The foundation of deep learning. Connect many Logistic Regression "blocks" together, train with backpropagation, and get remarkably powerful models.
| Model | Architecture | Captures? |
|---|---|---|
| Perceptron | 1 unit, sign activation | Linear patterns only |
| Logistic Regression | 1 unit, sigmoid activation | Linear, soft boundary |
| Neural Network | Many units, multiple layers, non-linear activations | Non-linear, complex patterns |
An activation function transforms the linear combination of inputs (s = θᵀX) into the output of a neuron. Without non-linear activations, a stack of layers would just be equivalent to one linear layer — useless for complex patterns.
Linear(Linear(X)) = Linear(X) — composing linear transformations gives another linear transformation. Non-linear activations break this, allowing the network to learn arbitrary complex functions.
Input flows forward through each layer: linear combination → activation → output to next layer.
Backpropagation computes the gradient of the loss with respect to every weight in the network, using the chain rule. Weights are then updated with gradient descent.
We need to know "how much did each weight contribute to the error?" so we know which direction to adjust it. For deep networks with millions of weights, backprop is the only feasible way to compute all these gradients efficiently.
Word2Vec trains a shallow neural network to perform a prediction task on raw text. The labels are generated from the text itself — no human annotation needed. The embedding matrix (weights) is the real output we care about.
GloVe/SVD need the full co-occurrence matrix (d×d, huge).
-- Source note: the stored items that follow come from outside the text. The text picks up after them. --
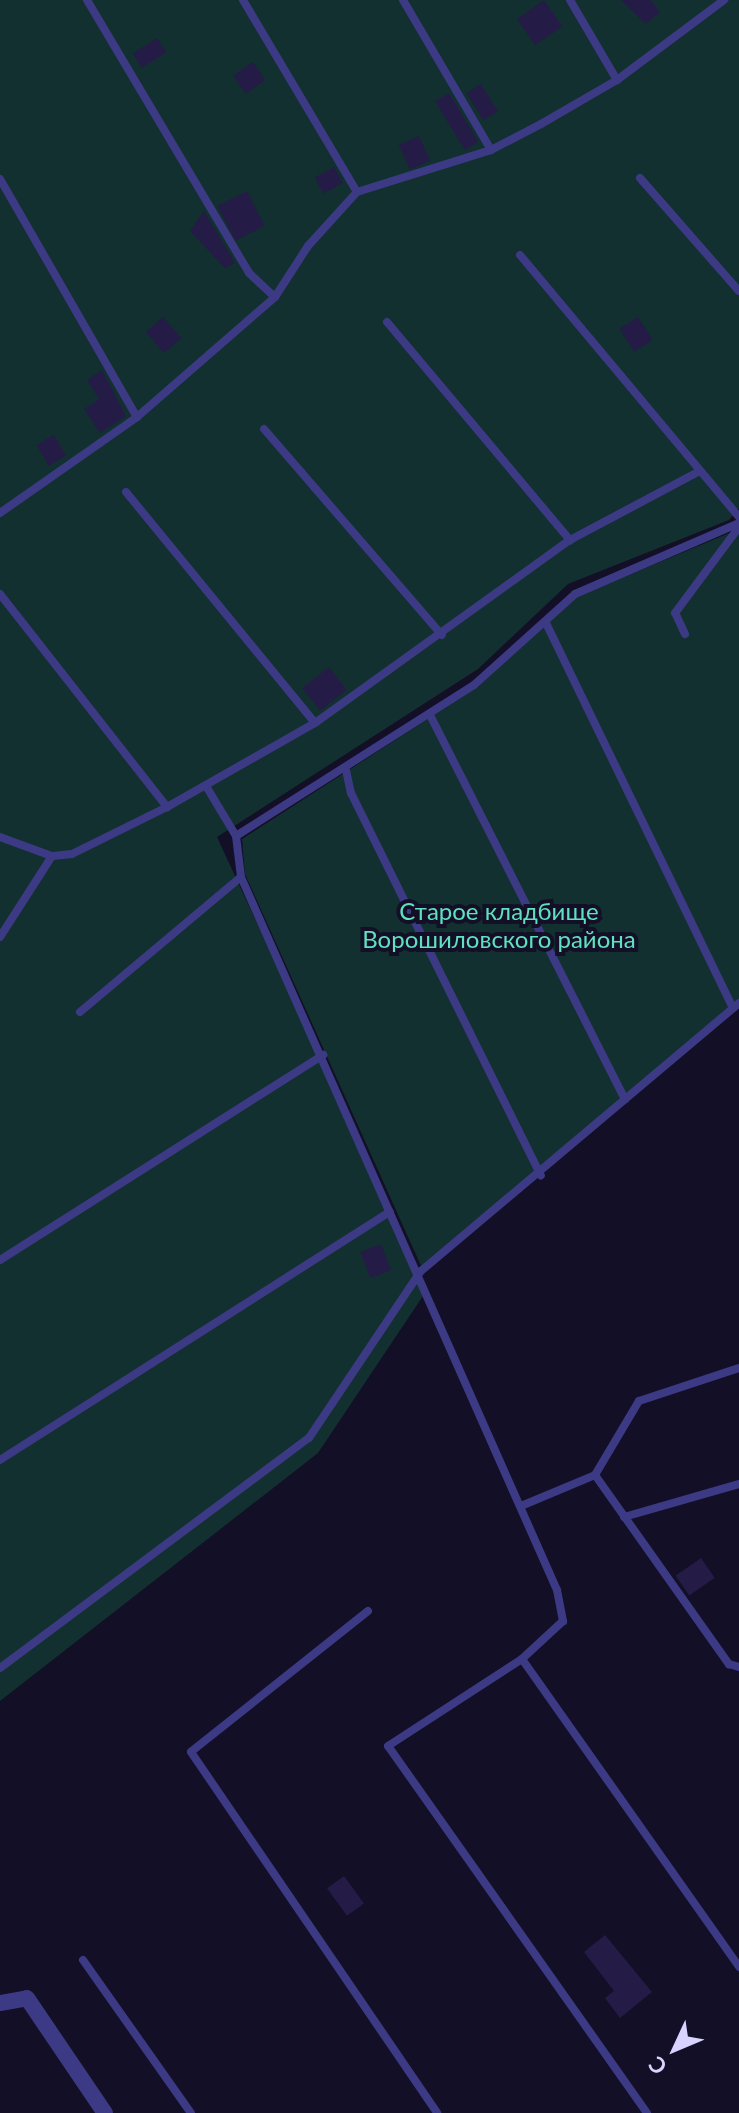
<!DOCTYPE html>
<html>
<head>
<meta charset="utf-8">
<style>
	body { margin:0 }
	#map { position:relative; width:739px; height:2113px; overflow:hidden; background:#130f26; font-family:Lato,sans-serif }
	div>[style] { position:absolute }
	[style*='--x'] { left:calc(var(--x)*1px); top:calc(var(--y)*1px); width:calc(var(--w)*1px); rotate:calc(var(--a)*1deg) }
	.green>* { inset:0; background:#12302f }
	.building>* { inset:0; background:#241b47; transform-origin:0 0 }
	.service>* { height:8px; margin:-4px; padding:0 4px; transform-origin:4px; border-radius:4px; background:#3d3a85 }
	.minor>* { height:16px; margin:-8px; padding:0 8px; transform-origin:8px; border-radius:8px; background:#3d3a85 }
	span { translate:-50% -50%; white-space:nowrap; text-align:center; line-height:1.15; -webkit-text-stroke:8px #130f26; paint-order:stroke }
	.park-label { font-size:24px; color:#5fe0c0 }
	.north { position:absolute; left:635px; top:2009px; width:80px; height:80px; -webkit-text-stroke:6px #130f26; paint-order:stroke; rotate:226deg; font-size:22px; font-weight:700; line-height:32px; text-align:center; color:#d9d4ff }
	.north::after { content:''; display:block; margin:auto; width:28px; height:36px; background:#d9d4ff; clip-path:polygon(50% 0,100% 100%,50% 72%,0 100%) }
</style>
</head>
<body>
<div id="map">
	<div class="green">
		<div style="clip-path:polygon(0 0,739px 0,739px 508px,729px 520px,568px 584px,478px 669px,217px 837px,427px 1290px,318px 1453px,0 1701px)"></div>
		<div style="clip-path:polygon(739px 529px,739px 999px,422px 1268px,245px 874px,242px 839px,479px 686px,574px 598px)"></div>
	</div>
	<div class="building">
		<div style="left:544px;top:0;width:32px;height:33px;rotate:55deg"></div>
		<div style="clip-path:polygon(621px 0,651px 0,660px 12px,646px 24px)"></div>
		<div style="left:157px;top:38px;width:17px;height:29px;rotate:57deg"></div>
		<div style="left:253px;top:62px;width:22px;height:24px;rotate:56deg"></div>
		<div style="left:481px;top:84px;width:32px;height:17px;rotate:58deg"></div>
		<div style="left:449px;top:93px;width:57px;height:16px;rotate:59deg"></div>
		<div style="left:419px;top:136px;width:27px;height:22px;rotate:66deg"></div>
		<div style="left:334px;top:167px;width:18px;height:22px;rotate:61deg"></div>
		<div style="left:247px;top:191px;width:39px;height:33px;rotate:63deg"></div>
		<div style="clip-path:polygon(204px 211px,235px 263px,225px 268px,190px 231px)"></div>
		<div style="left:163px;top:317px;width:28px;height:23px;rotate:49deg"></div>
		<div style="left:638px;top:317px;width:27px;height:22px;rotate:57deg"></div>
		<div style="clip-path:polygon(102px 370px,126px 416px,100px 433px,84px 409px,99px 399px,87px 380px)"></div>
		<div style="left:54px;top:435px;width:24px;height:20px;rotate:60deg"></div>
		<div style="left:329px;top:667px;width:29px;height:34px;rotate:52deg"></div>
		<div style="left:381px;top:1244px;width:28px;height:22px;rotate:69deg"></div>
		<div style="left:701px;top:1558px;width:24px;height:31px;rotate:55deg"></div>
		<div style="left:344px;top:1876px;width:34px;height:21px;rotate:54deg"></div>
		<div style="clip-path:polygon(605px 1935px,652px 1992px,620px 2018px,605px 1998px,614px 1991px,584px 1952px)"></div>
	</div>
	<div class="service">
		<div style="--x:87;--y:0;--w:317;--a:59.3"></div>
		<div style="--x:249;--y:273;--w:35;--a:43"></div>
		<div style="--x:243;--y:0;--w:223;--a:59.3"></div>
		<div style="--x:403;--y:0;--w:174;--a:59.6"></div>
		<div style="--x:570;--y:0;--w:93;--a:59.6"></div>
		<div style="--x:640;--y:178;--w:150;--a:48.8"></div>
		<div style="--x:0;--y:179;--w:275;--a:60.1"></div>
		<div style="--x:520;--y:255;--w:341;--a:50.1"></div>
		<div style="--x:387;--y:322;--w:285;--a:50"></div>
		<div style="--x:264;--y:429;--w:272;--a:49.2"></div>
		<div style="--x:126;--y:492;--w:298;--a:50.7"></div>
		<div style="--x:0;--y:513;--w:167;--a:-35"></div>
		<div style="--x:137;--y:417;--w:183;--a:-41"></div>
		<div style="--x:275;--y:297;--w:61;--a:-57.1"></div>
		<div style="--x:308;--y:246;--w:73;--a:-47.8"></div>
		<div style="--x:357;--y:192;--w:140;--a:-17.4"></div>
		<div style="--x:491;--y:150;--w:56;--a:-27.5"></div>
		<div style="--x:541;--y:124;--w:88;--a:-30.1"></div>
		<div style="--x:617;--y:80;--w:134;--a:-36.8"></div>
		<div style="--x:0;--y:594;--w:271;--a:51.9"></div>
		<div style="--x:545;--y:621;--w:430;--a:64.1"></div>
		<div style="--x:685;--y:634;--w:23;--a:-115"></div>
		<div style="--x:675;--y:613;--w:107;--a:-53.3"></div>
		<div style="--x:430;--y:715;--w:431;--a:63.1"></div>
		<div style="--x:346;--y:770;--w:24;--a:78"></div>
		<div style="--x:351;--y:793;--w:427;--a:63.6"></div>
		<div style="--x:206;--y:786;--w:58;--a:59"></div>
		<div style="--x:236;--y:836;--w:41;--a:83"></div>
		<div style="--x:241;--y:877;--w:780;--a:66.1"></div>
		<div style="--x:557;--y:1590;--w:32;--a:79"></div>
		<div style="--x:563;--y:1621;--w:56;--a:137.2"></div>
		<div style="--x:236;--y:836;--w:282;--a:-32.4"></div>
		<div style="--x:474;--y:685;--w:136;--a:-42"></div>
		<div style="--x:575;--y:594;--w:179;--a:-23.4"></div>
		<div style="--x:0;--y:837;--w:55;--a:20.1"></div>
		<div style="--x:52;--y:856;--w:20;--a:-6"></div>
		<div style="--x:72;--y:854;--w:106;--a:-26.3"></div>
		<div style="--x:167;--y:807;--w:170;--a:-29.6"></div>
		<div style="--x:315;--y:723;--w:314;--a:-35.7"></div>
		<div style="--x:570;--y:540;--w:147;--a:-28"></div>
		<div style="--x:0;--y:937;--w:96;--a:-57.3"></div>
		<div style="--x:80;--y:1012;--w:210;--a:-40"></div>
		<div style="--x:0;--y:1260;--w:383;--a:-32.4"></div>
		<div style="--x:0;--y:1460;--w:462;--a:-32.5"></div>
		<div style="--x:595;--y:1475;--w:86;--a:-59.3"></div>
		<div style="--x:639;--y:1401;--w:105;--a:-18.3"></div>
		<div style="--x:521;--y:1506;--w:80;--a:-22.7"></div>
		<div style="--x:595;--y:1475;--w:232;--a:54.7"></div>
		<div style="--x:729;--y:1664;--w:10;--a:17"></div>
		<div style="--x:624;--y:1517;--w:120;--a:-16"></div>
		<div style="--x:368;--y:1611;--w:226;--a:141.5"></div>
		<div style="--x:191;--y:1752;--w:437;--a:55.7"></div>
		<div style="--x:0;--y:1668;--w:385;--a:-36.7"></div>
		<div style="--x:309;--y:1438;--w:201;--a:-56.2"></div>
		<div style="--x:421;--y:1271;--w:416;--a:-40.1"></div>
		<div style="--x:83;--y:1960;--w:187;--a:54.8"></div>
		<div style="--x:647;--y:2113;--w:449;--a:-125.2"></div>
		<div style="--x:388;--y:1746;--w:160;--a:-33"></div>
		<div style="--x:522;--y:1659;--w:377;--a:54.8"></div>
	</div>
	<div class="minor">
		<div style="--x:0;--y:2003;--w:27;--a:-10"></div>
		<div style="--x:27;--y:1998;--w:139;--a:55.9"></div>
	</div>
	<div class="park-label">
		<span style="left:499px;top:925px">Старое кладбище<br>Ворошиловского района</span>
	</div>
	<div class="north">С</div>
</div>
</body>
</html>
Word2Vec trains on local windows using gradient descent — more scalable to very large corpora (billions of words). It also produces dense, meaningful vectors with linear semantic structure.
CBoW predicts the center word from its surrounding context words. Given the context window, what word is in the middle?
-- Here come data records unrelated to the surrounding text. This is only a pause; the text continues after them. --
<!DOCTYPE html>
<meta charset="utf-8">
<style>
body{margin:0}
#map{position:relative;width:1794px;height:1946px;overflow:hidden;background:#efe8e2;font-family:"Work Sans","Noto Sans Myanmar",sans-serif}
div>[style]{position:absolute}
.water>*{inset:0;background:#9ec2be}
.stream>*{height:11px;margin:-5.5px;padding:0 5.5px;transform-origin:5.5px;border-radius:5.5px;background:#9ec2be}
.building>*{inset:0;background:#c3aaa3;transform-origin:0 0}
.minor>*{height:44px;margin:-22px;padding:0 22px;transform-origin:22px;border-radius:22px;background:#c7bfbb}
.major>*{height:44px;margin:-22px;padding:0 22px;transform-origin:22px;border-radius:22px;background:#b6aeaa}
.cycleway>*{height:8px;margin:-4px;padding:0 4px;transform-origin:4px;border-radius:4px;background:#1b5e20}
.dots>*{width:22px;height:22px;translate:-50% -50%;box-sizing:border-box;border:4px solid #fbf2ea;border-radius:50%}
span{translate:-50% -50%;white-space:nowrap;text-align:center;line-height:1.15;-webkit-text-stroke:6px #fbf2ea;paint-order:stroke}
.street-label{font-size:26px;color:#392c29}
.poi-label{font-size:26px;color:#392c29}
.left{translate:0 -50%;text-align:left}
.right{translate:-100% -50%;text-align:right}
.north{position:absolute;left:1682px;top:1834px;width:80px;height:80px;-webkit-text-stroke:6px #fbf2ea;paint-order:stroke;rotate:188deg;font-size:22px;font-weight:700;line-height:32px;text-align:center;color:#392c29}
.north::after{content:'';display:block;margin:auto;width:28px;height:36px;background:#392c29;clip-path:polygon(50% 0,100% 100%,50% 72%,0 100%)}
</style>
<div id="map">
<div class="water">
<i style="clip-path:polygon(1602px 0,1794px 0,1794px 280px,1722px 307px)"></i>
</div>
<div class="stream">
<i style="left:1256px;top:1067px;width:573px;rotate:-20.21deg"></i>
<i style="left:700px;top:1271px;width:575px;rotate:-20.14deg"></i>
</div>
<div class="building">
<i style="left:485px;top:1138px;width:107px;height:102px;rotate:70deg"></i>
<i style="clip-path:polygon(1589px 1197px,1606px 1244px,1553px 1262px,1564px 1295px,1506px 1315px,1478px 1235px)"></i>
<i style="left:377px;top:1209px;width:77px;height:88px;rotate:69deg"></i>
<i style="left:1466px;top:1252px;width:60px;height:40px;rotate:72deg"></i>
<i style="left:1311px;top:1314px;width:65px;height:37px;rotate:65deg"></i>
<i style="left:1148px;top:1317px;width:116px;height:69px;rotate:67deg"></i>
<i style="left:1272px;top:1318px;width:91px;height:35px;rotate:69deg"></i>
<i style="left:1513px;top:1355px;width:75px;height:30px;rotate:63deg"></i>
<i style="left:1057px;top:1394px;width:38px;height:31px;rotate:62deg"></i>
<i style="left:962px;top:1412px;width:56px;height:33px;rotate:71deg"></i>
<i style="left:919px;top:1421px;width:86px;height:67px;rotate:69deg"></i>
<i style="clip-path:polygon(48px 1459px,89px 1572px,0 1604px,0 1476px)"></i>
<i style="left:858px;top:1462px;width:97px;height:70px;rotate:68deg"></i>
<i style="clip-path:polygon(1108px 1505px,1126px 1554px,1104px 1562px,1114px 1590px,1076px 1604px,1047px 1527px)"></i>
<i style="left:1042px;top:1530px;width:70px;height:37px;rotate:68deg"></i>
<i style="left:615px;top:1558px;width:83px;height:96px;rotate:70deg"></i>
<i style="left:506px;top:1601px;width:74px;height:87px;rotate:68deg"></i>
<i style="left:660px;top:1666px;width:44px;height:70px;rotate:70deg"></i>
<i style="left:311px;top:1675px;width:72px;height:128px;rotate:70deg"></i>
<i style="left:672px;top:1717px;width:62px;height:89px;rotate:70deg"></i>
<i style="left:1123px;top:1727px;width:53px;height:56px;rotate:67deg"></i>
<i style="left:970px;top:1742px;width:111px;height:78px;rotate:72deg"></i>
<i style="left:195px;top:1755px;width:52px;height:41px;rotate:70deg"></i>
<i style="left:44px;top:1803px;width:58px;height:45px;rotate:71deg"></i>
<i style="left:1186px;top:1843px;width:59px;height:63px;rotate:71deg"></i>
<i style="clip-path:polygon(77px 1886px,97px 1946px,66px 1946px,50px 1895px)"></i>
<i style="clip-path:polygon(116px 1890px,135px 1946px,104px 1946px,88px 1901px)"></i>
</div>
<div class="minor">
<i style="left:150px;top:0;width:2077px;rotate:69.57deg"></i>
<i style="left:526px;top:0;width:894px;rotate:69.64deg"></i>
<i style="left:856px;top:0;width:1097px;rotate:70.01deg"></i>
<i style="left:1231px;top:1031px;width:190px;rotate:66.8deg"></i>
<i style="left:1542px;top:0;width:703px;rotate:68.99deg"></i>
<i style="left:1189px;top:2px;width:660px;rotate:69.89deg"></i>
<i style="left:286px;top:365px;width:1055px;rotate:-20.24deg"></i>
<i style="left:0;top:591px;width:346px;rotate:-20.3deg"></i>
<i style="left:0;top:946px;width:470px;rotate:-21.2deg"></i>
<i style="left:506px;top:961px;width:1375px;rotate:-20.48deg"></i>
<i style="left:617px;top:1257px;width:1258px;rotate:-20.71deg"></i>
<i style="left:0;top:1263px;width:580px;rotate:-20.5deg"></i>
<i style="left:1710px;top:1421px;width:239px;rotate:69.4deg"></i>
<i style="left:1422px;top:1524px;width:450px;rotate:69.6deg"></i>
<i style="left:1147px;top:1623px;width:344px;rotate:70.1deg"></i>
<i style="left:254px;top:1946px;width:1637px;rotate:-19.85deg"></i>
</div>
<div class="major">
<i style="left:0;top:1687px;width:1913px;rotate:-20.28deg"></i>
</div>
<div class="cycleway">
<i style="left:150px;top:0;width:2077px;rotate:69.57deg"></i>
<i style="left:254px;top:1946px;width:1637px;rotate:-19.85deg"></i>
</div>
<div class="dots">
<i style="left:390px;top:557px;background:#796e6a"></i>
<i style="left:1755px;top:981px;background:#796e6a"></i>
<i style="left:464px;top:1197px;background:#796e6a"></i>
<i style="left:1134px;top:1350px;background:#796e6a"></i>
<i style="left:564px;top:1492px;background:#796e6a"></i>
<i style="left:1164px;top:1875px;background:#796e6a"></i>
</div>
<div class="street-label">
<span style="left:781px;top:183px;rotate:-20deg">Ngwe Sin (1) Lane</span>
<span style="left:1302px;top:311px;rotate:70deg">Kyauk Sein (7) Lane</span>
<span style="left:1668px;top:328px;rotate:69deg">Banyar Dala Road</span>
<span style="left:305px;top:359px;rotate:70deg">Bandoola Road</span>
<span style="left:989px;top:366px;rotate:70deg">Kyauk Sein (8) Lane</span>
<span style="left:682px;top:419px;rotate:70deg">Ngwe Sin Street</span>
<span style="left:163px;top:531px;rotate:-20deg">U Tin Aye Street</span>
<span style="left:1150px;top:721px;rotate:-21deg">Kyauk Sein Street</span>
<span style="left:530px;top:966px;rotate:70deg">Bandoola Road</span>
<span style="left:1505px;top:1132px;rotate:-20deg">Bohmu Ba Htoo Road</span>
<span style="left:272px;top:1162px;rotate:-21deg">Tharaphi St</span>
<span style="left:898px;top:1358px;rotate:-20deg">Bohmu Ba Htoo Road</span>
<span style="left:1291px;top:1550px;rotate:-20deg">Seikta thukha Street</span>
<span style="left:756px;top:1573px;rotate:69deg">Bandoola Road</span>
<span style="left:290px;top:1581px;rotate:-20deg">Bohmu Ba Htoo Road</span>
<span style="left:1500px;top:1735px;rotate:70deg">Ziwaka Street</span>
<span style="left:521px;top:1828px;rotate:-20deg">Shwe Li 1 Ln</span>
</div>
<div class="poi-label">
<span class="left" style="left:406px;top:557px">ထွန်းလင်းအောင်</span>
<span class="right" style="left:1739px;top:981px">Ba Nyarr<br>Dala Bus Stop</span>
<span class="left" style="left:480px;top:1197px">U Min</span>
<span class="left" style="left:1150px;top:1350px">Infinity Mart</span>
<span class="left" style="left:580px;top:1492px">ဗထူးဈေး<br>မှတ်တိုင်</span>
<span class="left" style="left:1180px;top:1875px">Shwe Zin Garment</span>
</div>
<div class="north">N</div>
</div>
Faster to train (averages context). Better for frequent words. Better at capturing syntactic relationships (grammar patterns).
Skip-Gram predicts the surrounding context words from a center word. Given the middle word, what are its neighbors?
Works better with small datasets and rare words. Better at capturing semantic relationships (meaning). The preferred method for learning high-quality embeddings.
| Property | CBoW | Skip-Gram |
|---|---|---|
| Task | Context → Center word | Center word → Context |
| Training speed | Faster (averages context) | Slower (multiple outputs) |
| Rare words | Poor | Better |
| Captures | Syntactic (grammar) patterns | Semantic (meaning) relationships |
| Dataset size | Better for large datasets | Works well even with small datasets |
| Context dependency | Position-independent (averages all context) | Position-independent (predicts each) |
Q1. Which activation function is most commonly used in deep learning due to its optimization-friendly properties?
Q2. In CBoW, the model predicts:
Q3. 1000 training documents, batch size = 50. How many iterations per epoch?
Q4. Both Word2Vec and GloVe produce context-dependent embeddings (different vectors for the same word in different contexts) — True or False?